Roberto Chinnici's blog

Java EE 6 and GlassFish v3 released!

Posted by robc on December 10, 2009 at 9:44 AM PST

As I pre-announced a week ago, today we are releasing the Java EE 6 platform and GlassFish v3. All the links to the download pages, plus white papers, overviews, docs, press releases and plenty of blogs to bring you up to speed are on The Aquarium. I'll just call out here the Sun GlassFish Enterprise Server v3 site and also the NetBeans 6.8 download page. For a quick glance at the API, you can look at the javadocs.

Rather than go over each component one by one, I'd like to take this opportunity to explain why I have such great expectations for the adoption of Java EE 6. This release not only delivers a lot of immediately useful technology, in the form of new APIs (JAX-RS, CDI, Bean Validation) as well as improved ones (EJB, JPA, Servlet, JSF, Connectors, ...), it also lays the foundation for the future by introducing profiles, defining the pruning process, adding important extensibility APIs (notably in Servlets and CDI), introducing managed beans, refactoring interceptors in their separate spec, etc. It's good to see so much forward thinking on the part of the various expert groups, and I'm clearly pleased with the kind of coordination that went on.

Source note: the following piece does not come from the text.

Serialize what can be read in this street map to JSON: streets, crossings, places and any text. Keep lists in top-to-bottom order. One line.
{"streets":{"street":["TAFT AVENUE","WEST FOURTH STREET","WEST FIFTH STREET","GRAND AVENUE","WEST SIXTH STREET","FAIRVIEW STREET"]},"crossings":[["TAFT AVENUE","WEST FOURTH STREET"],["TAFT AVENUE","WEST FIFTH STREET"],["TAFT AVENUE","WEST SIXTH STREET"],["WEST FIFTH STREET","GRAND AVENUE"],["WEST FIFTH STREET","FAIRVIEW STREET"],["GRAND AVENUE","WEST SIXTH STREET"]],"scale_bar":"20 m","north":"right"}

In this respect, I trust you'll find the technologies in Java EE 6 to be integrated with each other to a much larger extent than in any prior release. Obviously, since we're operating under strict backward compatibility requirements, some of the uglier aspects are still there, but I think we managed to hide them from view quite effectively, so that in developing new applications for Java EE 6 you'll be mostly dealing with "new style" APIs and packaging.

In thanking once again everyone who was involved in this effort, I'd like to invite you to download GlassFish v3 and start using Java EE 6 today!